What the task requires
Please give every record below again exactly, and keep the pictures out.

Stored items
--- START ---

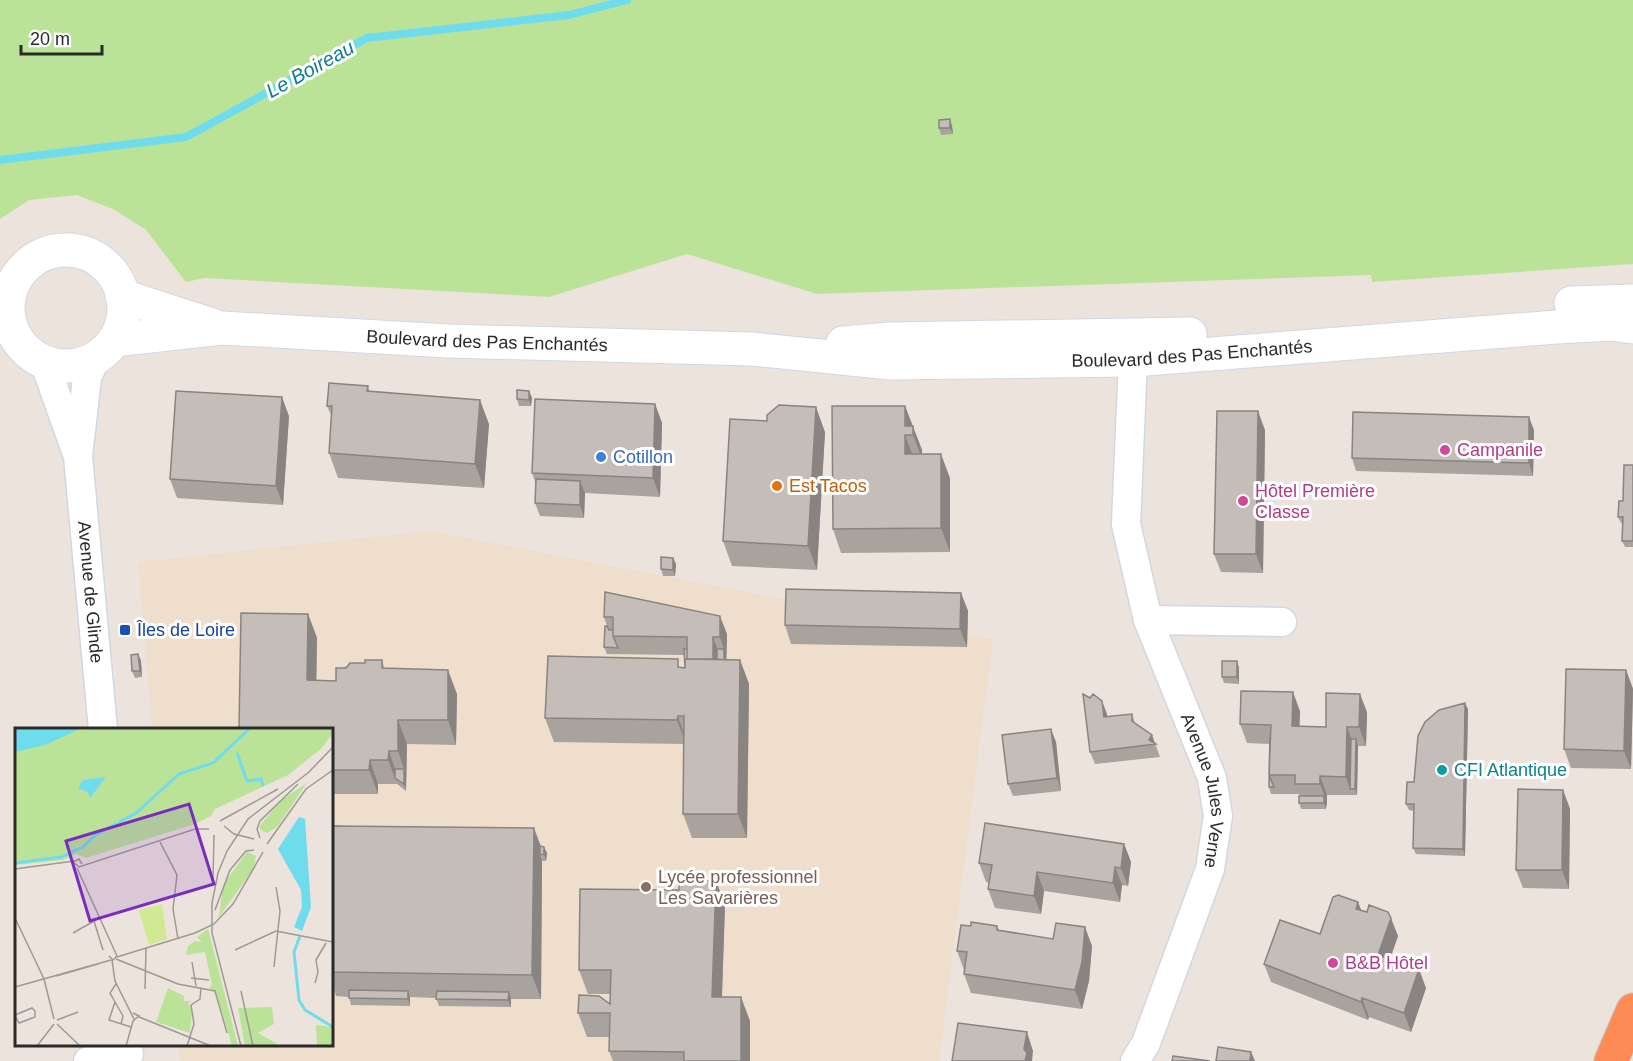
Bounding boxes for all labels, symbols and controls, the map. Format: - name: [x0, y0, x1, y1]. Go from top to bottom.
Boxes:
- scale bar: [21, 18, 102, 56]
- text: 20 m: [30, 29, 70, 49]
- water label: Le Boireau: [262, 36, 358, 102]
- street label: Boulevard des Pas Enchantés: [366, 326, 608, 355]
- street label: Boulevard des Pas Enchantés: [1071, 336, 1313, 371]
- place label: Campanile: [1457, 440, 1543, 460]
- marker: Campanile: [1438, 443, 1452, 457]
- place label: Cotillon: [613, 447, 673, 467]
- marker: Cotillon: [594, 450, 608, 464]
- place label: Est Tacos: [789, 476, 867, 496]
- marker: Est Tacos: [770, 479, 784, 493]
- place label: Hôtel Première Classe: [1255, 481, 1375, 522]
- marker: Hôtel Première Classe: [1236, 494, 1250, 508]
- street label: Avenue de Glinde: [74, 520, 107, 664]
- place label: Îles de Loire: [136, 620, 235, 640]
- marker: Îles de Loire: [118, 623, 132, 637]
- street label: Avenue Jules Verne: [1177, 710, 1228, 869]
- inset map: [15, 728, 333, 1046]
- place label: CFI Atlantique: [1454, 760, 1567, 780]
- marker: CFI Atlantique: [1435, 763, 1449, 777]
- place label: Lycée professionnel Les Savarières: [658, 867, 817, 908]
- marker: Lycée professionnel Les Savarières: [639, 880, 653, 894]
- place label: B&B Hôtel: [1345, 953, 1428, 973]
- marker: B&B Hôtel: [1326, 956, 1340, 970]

--- END ---

Reply
Bounding boxes for all labels, symbols and controls, the map. Format: - name: [x0, y0, x1, y1]. Go from top to bottom.
Boxes:
- scale bar: [21, 18, 102, 56]
- text: 20 m: [30, 29, 70, 49]
- water label: Le Boireau: [262, 36, 358, 102]
- street label: Boulevard des Pas Enchantés: [366, 326, 608, 355]
- street label: Boulevard des Pas Enchantés: [1071, 336, 1313, 371]
- place label: Campanile: [1457, 440, 1543, 460]
- marker: Campanile: [1438, 443, 1452, 457]
- place label: Cotillon: [613, 447, 673, 467]
- marker: Cotillon: [594, 450, 608, 464]
- place label: Est Tacos: [789, 476, 867, 496]
- marker: Est Tacos: [770, 479, 784, 493]
- place label: Hôtel Première Classe: [1255, 481, 1375, 522]
- marker: Hôtel Première Classe: [1236, 494, 1250, 508]
- street label: Avenue de Glinde: [74, 520, 107, 664]
- place label: Îles de Loire: [136, 620, 235, 640]
- marker: Îles de Loire: [118, 623, 132, 637]
- street label: Avenue Jules Verne: [1177, 710, 1228, 869]
- inset map: [15, 728, 333, 1046]
- place label: CFI Atlantique: [1454, 760, 1567, 780]
- marker: CFI Atlantique: [1435, 763, 1449, 777]
- place label: Lycée professionnel Les Savarières: [658, 867, 817, 908]
- marker: Lycée professionnel Les Savarières: [639, 880, 653, 894]
- place label: B&B Hôtel: [1345, 953, 1428, 973]
- marker: B&B Hôtel: [1326, 956, 1340, 970]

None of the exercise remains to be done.